Acepta ese beso para calmar el remolino de emociones que parecen tomar presa de ella, mientras se recuesta suavemente en su pecho. Luego escucha la respuesta a esa duda, y no puede evitar sonreír.- Lo es… Ya no vas a poder librarte de mí, Yarmin.- Le da un pequeño mordisco en el labio, a modo de cariño.

Luego se levanta suavemente de él, suspira, mientras escucha sus palabras, su risa. La gata se mira y alza una ceja, siendo totalmente consciente de que los dos se han desfogado bastante y quizás se han pasado un poquito.- Veo que me he ganado mis marcas.- Ríe ella de forma suave, antes de asentir, dándole un corto beso en la mejilla para darse el lujo de acurrucarse a su lado, para responderle.- Me encantaría quedarme, y aun te debo una cena… Que no sea yo.- Le recuerda, antes de apoyar el mentón suavemente en su hombro, dando un ligero beso al par de arañazos que le ha dejado.

-Si te preguntan por ellos… Dile que has tenido un encontronazo con una gata.- Incorporándose levemente en la cama, tiró de su cabello hacía atrás, tomando un segundo para acabar de calmar su corazón desatado. Cerró los ojos un instante y disfrutó del momento, con una suave sonrisa en los labios. Dudaba poder olvidar aquella noche, dudaba que su cuerpo, su mente o su corazón fueran a alejarla de ella, tanto como sabía que no iba a poder desaparecer nunca más de la vida de aquel hombre.

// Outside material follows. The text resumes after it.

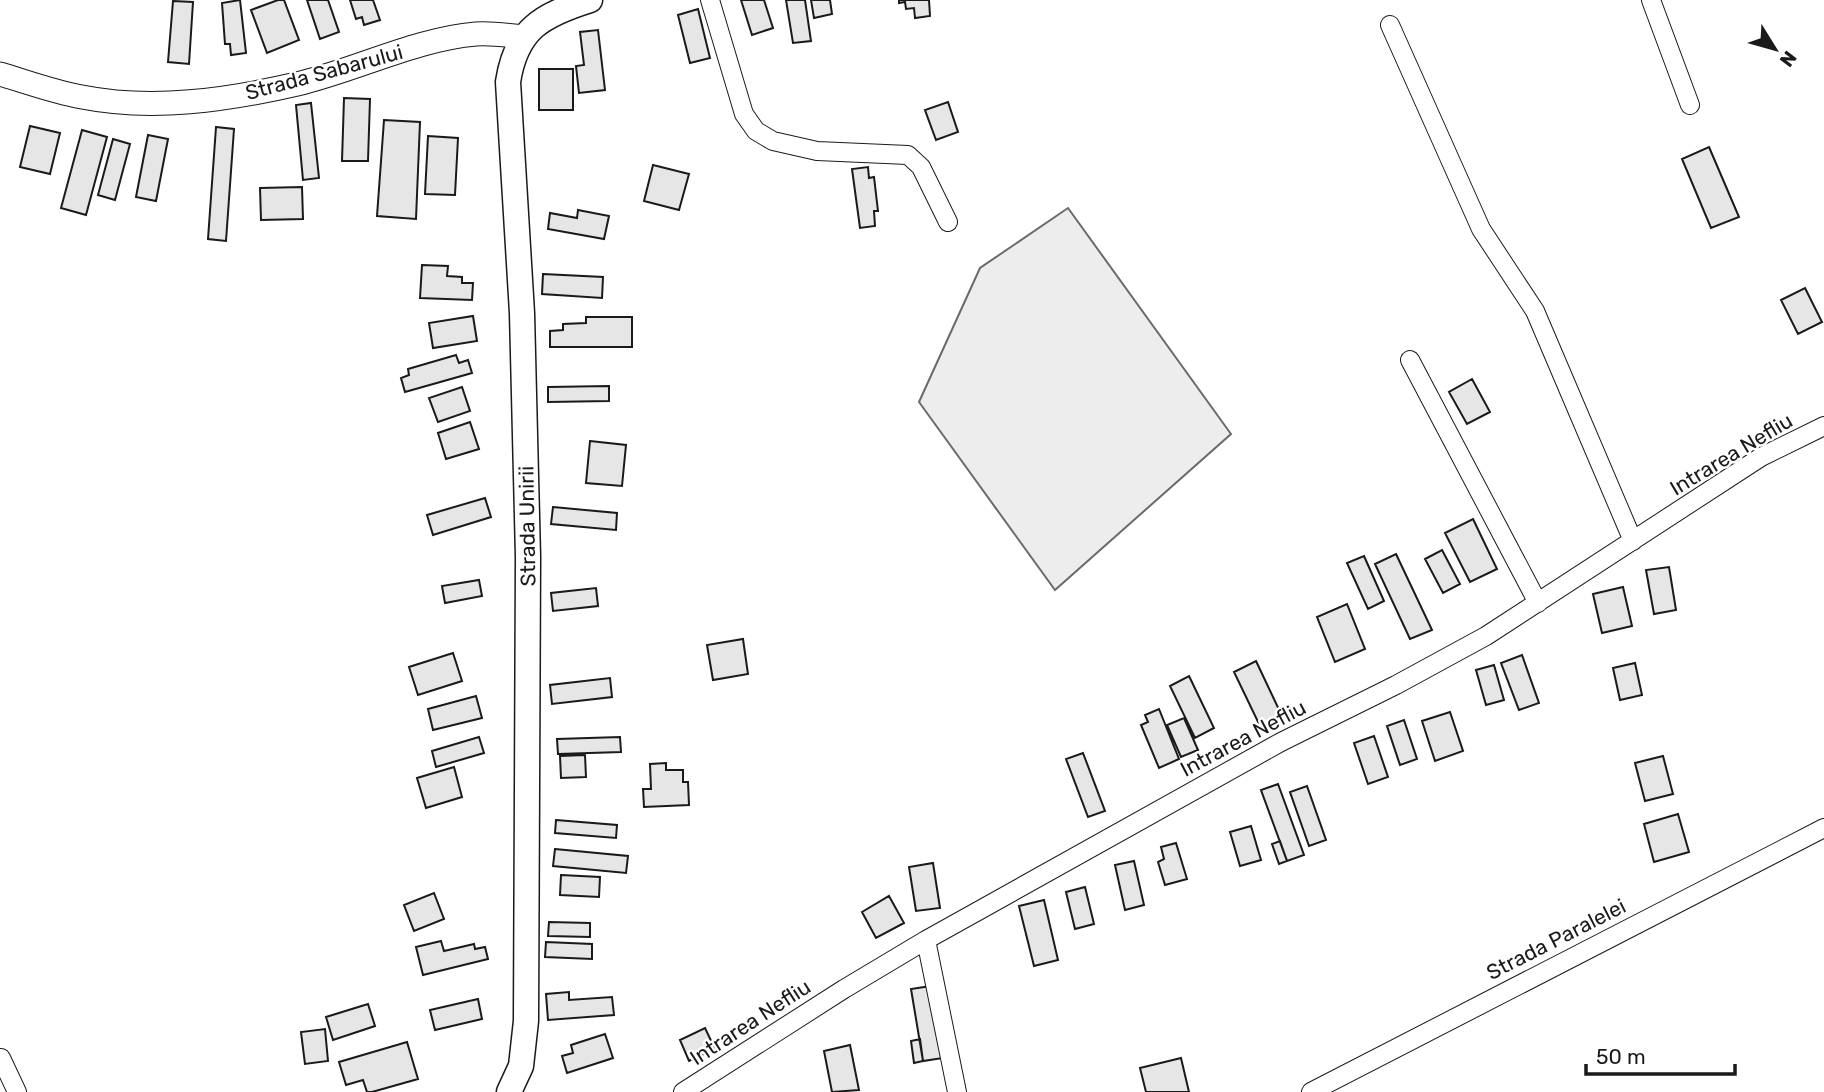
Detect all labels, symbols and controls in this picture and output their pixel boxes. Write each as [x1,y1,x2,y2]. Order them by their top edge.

Encogió suavemente las piernas, apoyándose en sus rodillas, le miró a su lado, sonriendo de nuevo sin poder evitarlo.- Pues si… No puedo negarlo.- Dijo de forma casi misteriosa, en el silencio de aquella habitación donde solo se escuchaban sus respiraciones.- Algo me dice que me he enamorado de ti.

Y sin poder quitar su mirada de la suya, con aquella suave sonrisa, con aquellos ojos que parecían ahora una pequeña luz que brillaba por él, la mujer animal, la bestia desalmada, el gran gato salvaje… Se rindió.

El hombre le había ganado completamente.